By Byron York
Many Republicans have accused Barack Obama of ignoring the economy. That's not true. The problem with Obama is not that he has ignored the economy, but that it was never his top priority in his first term as president, even as millions of Americans suffered the consequences of a devastating economic downturn.
Now, with many still struggling, we know the economy won't be Obama's top concern in his second term, either. On "Meet the Press" on Sunday, when the president was asked to name his top priority for the next four years, he first listed immigration reform. "That's something we should get done," Obama said.
The economy came after that, as the president continued: "The second thing that we've got to do is to stabilize the economy and make sure it's growing."
Obama's third priority for his new term is to manage the explosion in U.S. energy production "in a way that also deals with some of the environmental challenges that we have." Given that the energy revolution -- fracking and the discovery of huge new sources of gas and oil -- is a key driver of economic growth, Obama's third priority is, in effect, to put the brakes on his second priority.
During Obama's first term, when economic conditions bordered on desperate, Republicans often criticized him for putting the economy behind other concerns, most notably national health care. Indeed, the president and Democrats sometimes conceded the criticism when they talked about making a "pivot" to the issue of jobs and the economy from whatever policy pursuit Obama felt was more important at the time.
When the time came to run for re-election, Obama finally started talking about the economy -- a lot. He talked about it, and why his economic plan was superior to Mitt Romney's, so much that audiences might well have come away with the impression that economic recovery was the president's top second-term priority. Turns out they would have been wrong.
At the same time, even though Obama has long said he wants to pursue immigration reform, he didn't talk about it much in his standard stump speech. In fact, in the speech he used in the final days of the campaign, Obama didn't talk about immigration reform at all, unless one counts his accusation that Republicans want to "turn back the clock 50 years for women, and for immigrants, and for gays."
But now, it's immigration reform first, the economy second.
That economy-second strategy worked in Obama's first term, at least if the definition of "worked" is that the president was able to put the economy behind other priorities and still win re-election. In "The Escape Artists: How Obama's Team Fumbled the Recovery," the liberal journalist Noam Scheiber interviewed former top White House economic adviser Lawrence Summers, who said Obama undoubtedly put health care reform ahead of fixing the economy.
"I always admired the president's courage for recognizing that fifty years from now people would remember that all Americans had health care," Summers told Scheiber. "And even if pursuing health care affected the pace of the recovery, which was unlikely in my view, people wouldn't remember how fast the recovery from this recession was."
Scheiber himself attributed Obama's health care-before-the-economy position to the president's "strain of messianism."
"Obama really was more focused on long-term, historically significant accomplishments than marginal, near-term differences in the pace of the recovery," Scheiber wrote this year. "On some level, Obama was prepared to accept (and I'm making up these numbers for argument's sake) three years of painfully high unemployment with health care reform rather than 30 months of painfully high unemployment without it.

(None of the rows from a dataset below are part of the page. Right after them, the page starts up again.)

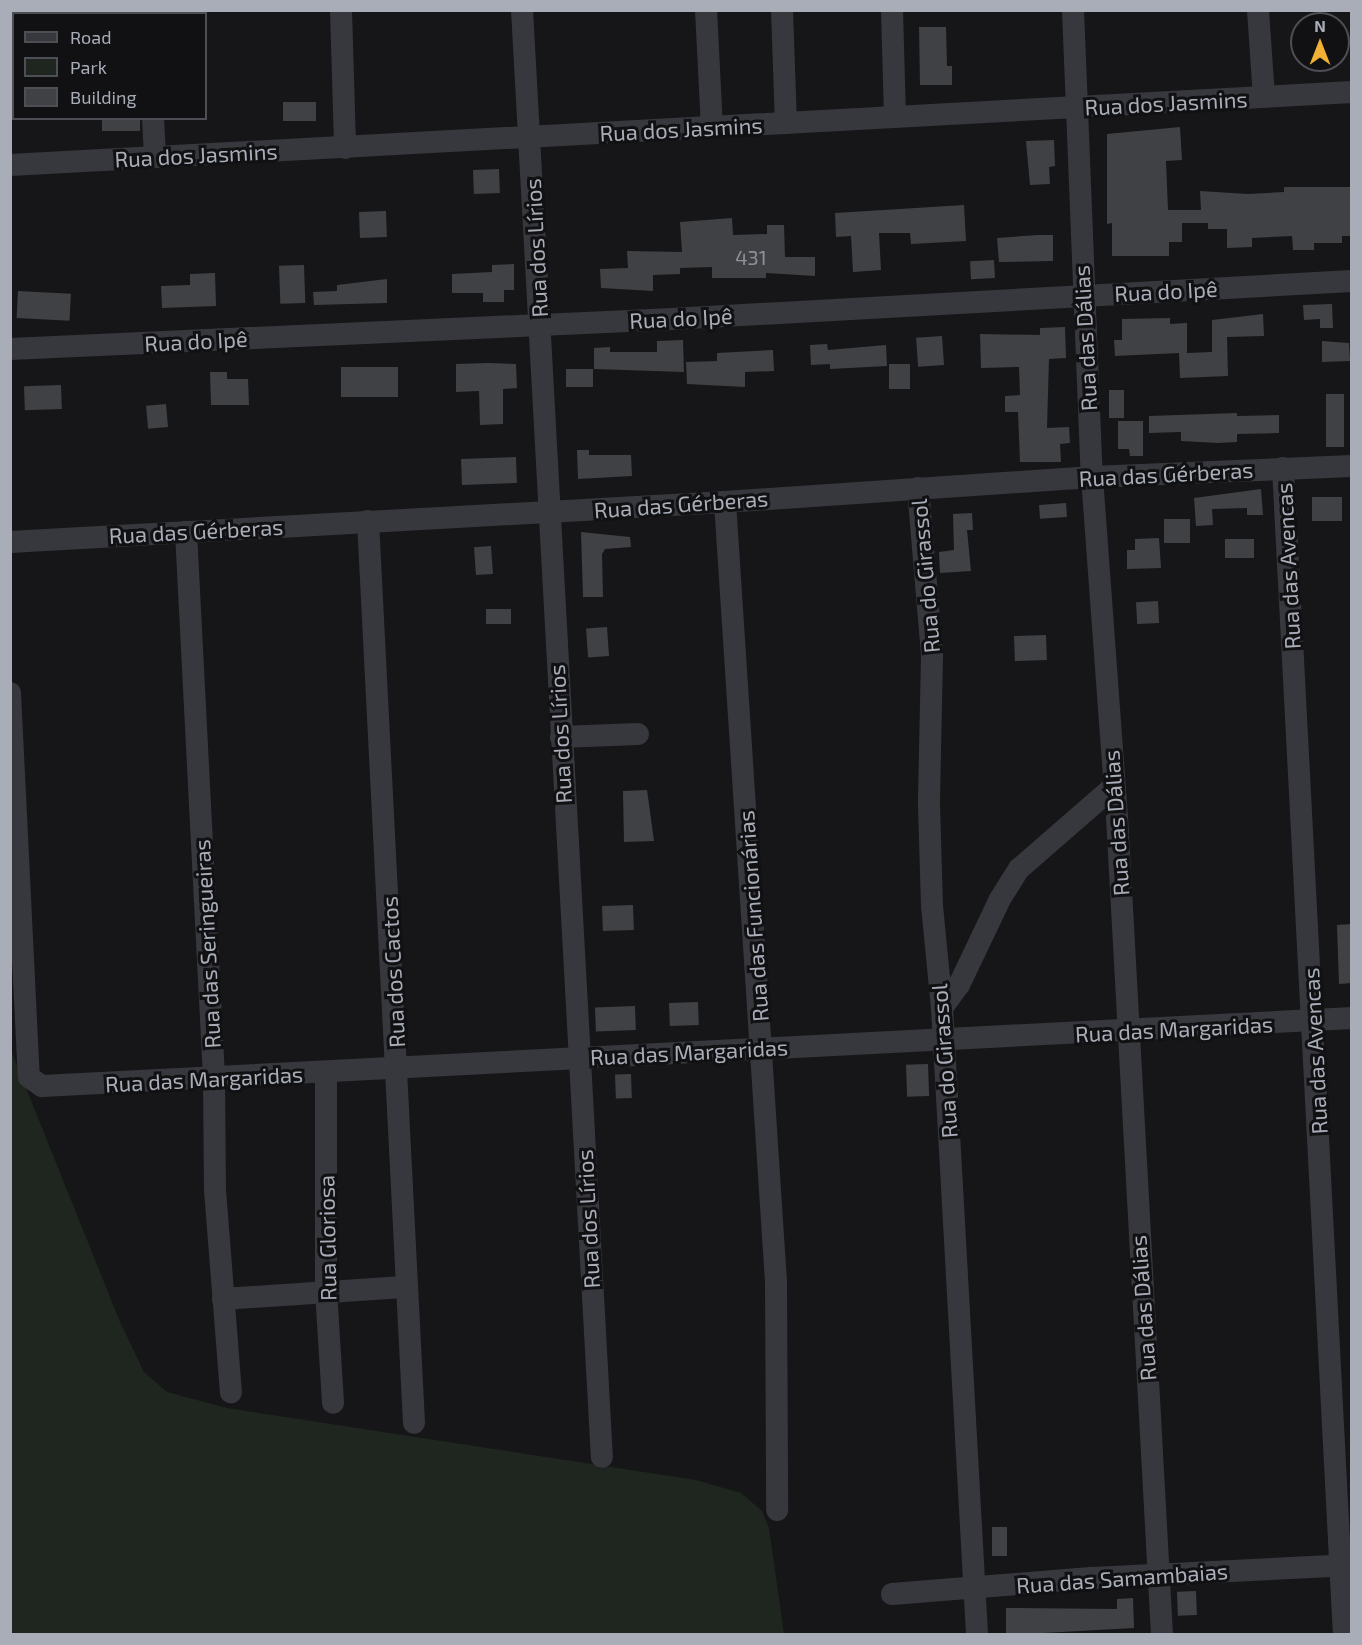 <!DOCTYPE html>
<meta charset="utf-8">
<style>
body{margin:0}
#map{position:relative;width:1362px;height:1645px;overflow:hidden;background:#161618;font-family:"Exo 2",sans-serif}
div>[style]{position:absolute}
.green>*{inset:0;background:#1e261f}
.building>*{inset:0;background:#404145;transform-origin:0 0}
.minor>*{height:22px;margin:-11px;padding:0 11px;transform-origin:11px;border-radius:11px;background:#37383d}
span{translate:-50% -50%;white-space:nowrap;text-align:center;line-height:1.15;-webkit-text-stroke:6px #111113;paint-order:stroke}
.number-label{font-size:20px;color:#8e929b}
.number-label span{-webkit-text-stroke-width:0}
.street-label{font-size:22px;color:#a8adb8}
.frame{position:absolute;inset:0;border:12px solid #a8adb8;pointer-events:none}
.legend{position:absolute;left:12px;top:12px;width:195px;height:108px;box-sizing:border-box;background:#111113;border:2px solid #4d4f55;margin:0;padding:8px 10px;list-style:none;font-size:18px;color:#a8adb8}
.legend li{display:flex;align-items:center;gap:12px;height:30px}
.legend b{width:30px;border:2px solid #4d4f55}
.north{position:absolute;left:1290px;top:12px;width:60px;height:60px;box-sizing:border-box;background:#111113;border:2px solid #4d4f55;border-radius:50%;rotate:0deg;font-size:16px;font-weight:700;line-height:24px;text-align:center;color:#a8adb8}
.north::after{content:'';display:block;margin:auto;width:21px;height:27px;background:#f2b134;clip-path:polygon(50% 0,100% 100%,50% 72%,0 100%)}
</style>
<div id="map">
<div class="green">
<i style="clip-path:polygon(10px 1048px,120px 1322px,144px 1372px,167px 1392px,227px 1408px,696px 1480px,741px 1493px,762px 1511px,769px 1528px,784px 1634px,11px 1634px)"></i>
</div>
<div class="building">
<i style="clip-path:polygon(919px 27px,946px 27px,947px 66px,952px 66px,952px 85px,920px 85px)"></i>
<i style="left:316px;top:102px;width:19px;height:33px;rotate:90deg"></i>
<i style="left:102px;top:118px;width:38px;height:13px"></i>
<i style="clip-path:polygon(1180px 127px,1182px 160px,1166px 161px,1168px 210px,1201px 210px,1200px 191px,1248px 194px,1284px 192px,1284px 187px,1352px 187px,1352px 236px,1342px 236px,1342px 243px,1314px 243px,1314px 250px,1293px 250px,1292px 236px,1252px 238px,1252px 247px,1227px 248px,1227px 229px,1208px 229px,1208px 223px,1182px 223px,1182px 242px,1169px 242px,1169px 256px,1112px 256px,1112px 223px,1107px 224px,1107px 134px)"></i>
<i style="clip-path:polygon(1054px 140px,1055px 166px,1049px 167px,1050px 184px,1030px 185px,1026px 141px)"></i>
<i style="left:499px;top:169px;width:24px;height:26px;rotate:88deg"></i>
<i style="clip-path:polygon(964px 205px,966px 241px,911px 244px,910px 233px,879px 233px,881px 270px,853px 272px,851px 236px,836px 237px,835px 213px)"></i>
<i style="left:386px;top:211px;width:26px;height:27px;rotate:88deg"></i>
<i style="clip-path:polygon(732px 218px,733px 235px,767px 234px,767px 225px,784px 225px,785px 257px,815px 257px,815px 276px,766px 273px,766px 278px,712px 278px,712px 267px,680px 268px,680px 274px,653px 275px,653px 291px,601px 288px,600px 269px,628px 268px,627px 251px,682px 252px,680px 222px)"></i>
<i style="clip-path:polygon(1038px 235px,1053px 235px,1053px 261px,999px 262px,997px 238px)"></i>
<i style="left:994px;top:260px;width:18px;height:24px;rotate:87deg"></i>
<i style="clip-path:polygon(514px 264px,514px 290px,504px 290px,504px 302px,483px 302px,483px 293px,452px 293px,452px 274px,492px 272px,492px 265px)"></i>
<i style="left:304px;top:265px;width:38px;height:25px;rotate:88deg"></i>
<i style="clip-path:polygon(215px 273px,216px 306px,162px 308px,161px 286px,190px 285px,190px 274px)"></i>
<i style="clip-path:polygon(387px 279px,387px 303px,314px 305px,313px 292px,337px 291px,337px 285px)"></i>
<i style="left:18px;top:291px;width:53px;height:27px;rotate:3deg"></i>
<i style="clip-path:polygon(1332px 304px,1333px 328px,1320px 328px,1320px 319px,1304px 320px,1303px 305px)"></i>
<i style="clip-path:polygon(1263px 314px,1264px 336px,1227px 337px,1228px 376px,1180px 378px,1179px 353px,1115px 356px,1114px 340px,1122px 340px,1122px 319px,1170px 318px,1170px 324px,1187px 323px,1187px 353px,1212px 352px,1212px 320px)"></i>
<i style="clip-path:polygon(1065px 327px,1066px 358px,1049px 359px,1047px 428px,1069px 427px,1070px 443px,1060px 444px,1061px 462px,1020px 462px,1018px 412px,1005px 412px,1005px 396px,1020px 395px,1019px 367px,981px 368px,980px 334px,1040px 335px,1040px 328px)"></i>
<i style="left:942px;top:336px;width:29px;height:26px;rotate:86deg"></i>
<i style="clip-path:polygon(683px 340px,684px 372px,594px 369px,594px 348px,610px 347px,610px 352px,657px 352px,657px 341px)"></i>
<i style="clip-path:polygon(1322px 341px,1349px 343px,1350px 361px,1322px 362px)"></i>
<i style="clip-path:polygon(827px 344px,828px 350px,886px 345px,887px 366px,830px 369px,830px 364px,811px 365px,810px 345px)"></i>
<i style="clip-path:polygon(773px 350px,774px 371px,745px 372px,745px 387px,687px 384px,686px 362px,717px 361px,717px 353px)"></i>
<i style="clip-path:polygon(488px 363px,516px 364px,517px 388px,503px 389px,503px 424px,480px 425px,479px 391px,456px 392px,456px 364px)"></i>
<i style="left:910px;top:364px;width:25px;height:21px;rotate:90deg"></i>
<i style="left:398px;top:367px;width:30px;height:57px;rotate:90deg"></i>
<i style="left:566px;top:369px;width:27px;height:18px"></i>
<i style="clip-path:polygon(210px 372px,227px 372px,227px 379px,248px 379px,249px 405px,211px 405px)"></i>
<i style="left:61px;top:385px;width:24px;height:37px;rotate:88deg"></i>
<i style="left:1109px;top:390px;width:15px;height:28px"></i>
<i style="left:1326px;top:394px;width:18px;height:53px"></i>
<i style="left:166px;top:404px;width:23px;height:20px;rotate:85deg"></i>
<i style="clip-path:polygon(1237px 413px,1237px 416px,1279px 415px,1279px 433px,1237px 434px,1237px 442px,1218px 443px,1181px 441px,1181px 432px,1149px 433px,1149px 416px)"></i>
<i style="clip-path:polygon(1118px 421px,1143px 421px,1143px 456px,1130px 456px,1129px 449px,1118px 449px)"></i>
<i style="clip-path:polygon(577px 450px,589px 450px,589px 455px,631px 455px,632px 476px,578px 479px)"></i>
<i style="left:516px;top:457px;width:26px;height:55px;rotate:88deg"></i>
<i style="clip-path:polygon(1261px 489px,1263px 515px,1247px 515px,1247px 508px,1212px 509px,1213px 525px,1196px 526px,1194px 498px)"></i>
<i style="left:1342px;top:497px;width:24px;height:30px;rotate:90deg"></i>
<i style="left:1066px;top:503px;width:14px;height:27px;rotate:86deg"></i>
<i style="clip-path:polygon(972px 513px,973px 530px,967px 530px,971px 571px,940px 573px,939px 552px,954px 550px,953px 514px)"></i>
<i style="left:1190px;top:519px;width:24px;height:26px;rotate:90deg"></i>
<i style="clip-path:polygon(581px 532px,630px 537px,631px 547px,605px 549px,602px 554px,603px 597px,583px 597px)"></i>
<i style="clip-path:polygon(1159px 538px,1161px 568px,1127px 569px,1127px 550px,1135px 550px,1135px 539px)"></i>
<i style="left:1225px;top:539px;width:29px;height:19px"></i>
<i style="left:491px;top:546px;width:28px;height:17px;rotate:86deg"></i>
<i style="left:1158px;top:601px;width:22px;height:22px;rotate:87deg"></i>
<i style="left:486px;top:609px;width:25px;height:15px"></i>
<i style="left:607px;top:627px;width:29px;height:21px;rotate:86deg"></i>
<i style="left:1046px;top:635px;width:25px;height:32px;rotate:88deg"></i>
<i style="clip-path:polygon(647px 790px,654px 841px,624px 842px,623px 791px)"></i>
<i style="left:633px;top:905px;width:25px;height:31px;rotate:88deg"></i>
<i style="clip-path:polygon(1352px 924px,1352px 983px,1339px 984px,1337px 925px)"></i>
<i style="left:698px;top:1002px;width:23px;height:29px;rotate:88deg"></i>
<i style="left:635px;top:1006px;width:24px;height:40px;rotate:88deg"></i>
<i style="left:928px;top:1064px;width:32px;height:22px;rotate:88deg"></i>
<i style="left:631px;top:1074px;width:24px;height:16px;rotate:88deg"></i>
<i style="left:992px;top:1527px;width:15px;height:29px"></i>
<i style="left:1196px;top:1591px;width:24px;height:19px;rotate:88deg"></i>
<i style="clip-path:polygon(1133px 1598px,1134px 1628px,1006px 1635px,1006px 1608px,1117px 1609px,1117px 1599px)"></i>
</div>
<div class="minor">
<i style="left:148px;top:10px;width:4px;rotate:90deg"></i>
<i style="left:341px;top:10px;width:138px;rotate:88.3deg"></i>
<i style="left:522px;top:10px;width:1449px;rotate:86.84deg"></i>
<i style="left:706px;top:10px;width:117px;rotate:87.1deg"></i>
<i style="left:782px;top:10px;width:113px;rotate:88deg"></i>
<i style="left:892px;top:10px;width:107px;rotate:88.4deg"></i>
<i style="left:1073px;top:10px;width:467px;rotate:87.7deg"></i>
<i style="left:1092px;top:477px;width:341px;rotate:85.8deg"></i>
<i style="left:1117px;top:817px;width:818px;rotate:86.85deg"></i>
<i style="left:1258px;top:10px;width:87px;rotate:86.1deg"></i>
<i style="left:153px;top:118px;width:38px;rotate:87deg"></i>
<i style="left:10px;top:165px;width:1344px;rotate:-3.11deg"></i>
<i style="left:10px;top:349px;width:663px;rotate:-2.59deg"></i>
<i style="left:672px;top:319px;width:681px;rotate:-3.2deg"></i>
<i style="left:1283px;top:468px;width:1168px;rotate:87.01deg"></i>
<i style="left:918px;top:488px;width:169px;rotate:85.2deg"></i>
<i style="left:932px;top:656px;width:149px;rotate:91.2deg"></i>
<i style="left:929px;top:805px;width:101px;rotate:88.3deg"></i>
<i style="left:932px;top:906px;width:102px;rotate:84.4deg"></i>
<i style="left:942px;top:1008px;width:627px;rotate:86.8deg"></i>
<i style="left:725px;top:502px;width:782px;rotate:86.26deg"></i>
<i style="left:776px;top:1282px;width:228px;rotate:89.7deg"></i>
<i style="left:368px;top:521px;width:903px;rotate:87.08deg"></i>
<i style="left:186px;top:532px;width:547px;rotate:87.06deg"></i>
<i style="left:214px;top:1078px;width:112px;rotate:89.5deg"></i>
<i style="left:215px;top:1190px;width:203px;rotate:85.5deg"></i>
<i style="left:10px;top:542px;width:716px;rotate:-3.2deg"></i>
<i style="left:725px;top:502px;width:368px;rotate:-3.9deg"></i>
<i style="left:1092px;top:477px;width:260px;rotate:-2.4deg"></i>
<i style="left:10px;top:693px;width:384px;rotate:87.2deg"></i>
<i style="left:29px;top:1077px;width:16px;rotate:35deg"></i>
<i style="left:42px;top:1086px;width:1312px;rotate:-2.97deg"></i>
<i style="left:561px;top:737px;width:77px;rotate:-2.2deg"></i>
<i style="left:942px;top:1008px;width:29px;rotate:-54deg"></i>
<i style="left:959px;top:985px;width:95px;rotate:-64.5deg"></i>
<i style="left:1000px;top:899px;width:36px;rotate:-58deg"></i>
<i style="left:1019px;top:869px;width:126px;rotate:-41.1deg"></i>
<i style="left:326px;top:1074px;width:217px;rotate:90deg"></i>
<i style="left:326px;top:1291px;width:112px;rotate:86.4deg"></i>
<i style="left:223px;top:1299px;width:181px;rotate:-3.8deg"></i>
<i style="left:892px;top:1594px;width:202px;rotate:-4.6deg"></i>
<i style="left:1093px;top:1578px;width:259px;rotate:-2.9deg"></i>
</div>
<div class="number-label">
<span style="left:751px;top:257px">431</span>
</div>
<div class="street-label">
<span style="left:1166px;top:103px;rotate:-3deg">Rua dos Jasmins</span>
<span style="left:681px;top:129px;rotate:-3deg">Rua dos Jasmins</span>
<span style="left:196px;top:155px;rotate:-3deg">Rua dos Jasmins</span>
<span style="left:536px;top:248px;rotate:-93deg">Rua dos Lírios</span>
<span style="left:1166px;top:291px;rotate:-3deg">Rua do Ipê</span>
<span style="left:681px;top:318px;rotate:-3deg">Rua do Ipê</span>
<span style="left:1085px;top:338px;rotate:-93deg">Rua das Dálias</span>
<span style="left:196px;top:341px;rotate:-3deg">Rua do Ipê</span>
<span style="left:1166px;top:474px;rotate:-3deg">Rua das Gérberas</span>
<span style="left:681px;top:504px;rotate:-4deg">Rua das Gérberas</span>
<span style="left:196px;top:531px;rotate:-3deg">Rua das Gérberas</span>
<span style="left:1288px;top:566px;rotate:-93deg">Rua das Avencas</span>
<span style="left:925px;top:576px;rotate:-95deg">Rua do Girassol</span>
<span style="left:560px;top:734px;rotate:-93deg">Rua dos Lírios</span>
<span style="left:1116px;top:823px;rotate:-94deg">Rua das Dálias</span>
<span style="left:753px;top:916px;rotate:-94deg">Rua das Funcionárias</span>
<span style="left:207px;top:944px;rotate:-93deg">Rua das Seringueiras</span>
<span style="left:393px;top:972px;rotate:-93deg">Rua dos Cactos</span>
<span style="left:1174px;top:1029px;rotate:-3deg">Rua das Margaridas</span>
<span style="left:1315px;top:1051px;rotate:-93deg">Rua das Avencas</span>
<span style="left:689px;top:1052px;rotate:-3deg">Rua das Margaridas</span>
<span style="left:944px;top:1061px;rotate:-94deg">Rua do Girassol</span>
<span style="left:204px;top:1079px;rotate:-3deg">Rua das Margaridas</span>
<span style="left:588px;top:1219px;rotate:-93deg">Rua dos Lírios</span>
<span style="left:327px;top:1238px;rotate:-91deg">Rua Gloriosa</span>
<span style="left:1143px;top:1308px;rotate:-94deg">Rua das Dálias</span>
<span style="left:1122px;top:1578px;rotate:-4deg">Rua das Samambaias</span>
</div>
<div class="frame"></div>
<ul class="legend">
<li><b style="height:8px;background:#37383d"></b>Road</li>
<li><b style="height:16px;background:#1e261f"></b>Park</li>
<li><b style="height:16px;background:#404145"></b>Building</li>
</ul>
<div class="north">N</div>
</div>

And the reason is the one Summers alluded to (before disputing): Health care was simply more historically important than avoiding those extra six months of pain."
For millions of Americans, however, that pain is still going on. Even if the national conversation has moved on to other issues, unemployment is still 7.7 percent, and it is only that low because many Americans have given up looking for a job. In November, the federal government's measure of those unemployed who are looking for work, plus those who want to work but have lost hope, was 14.4 percent.
But Obamacare is a reality. And the newly re-elected Obama still has that "strain of messianism." In the second term, legalizing millions of illegal immigrants will be a "more historically important" accomplishment for Obama than the prosaic task of improving economic conditions for suffering Americans. So that's what he's going to do.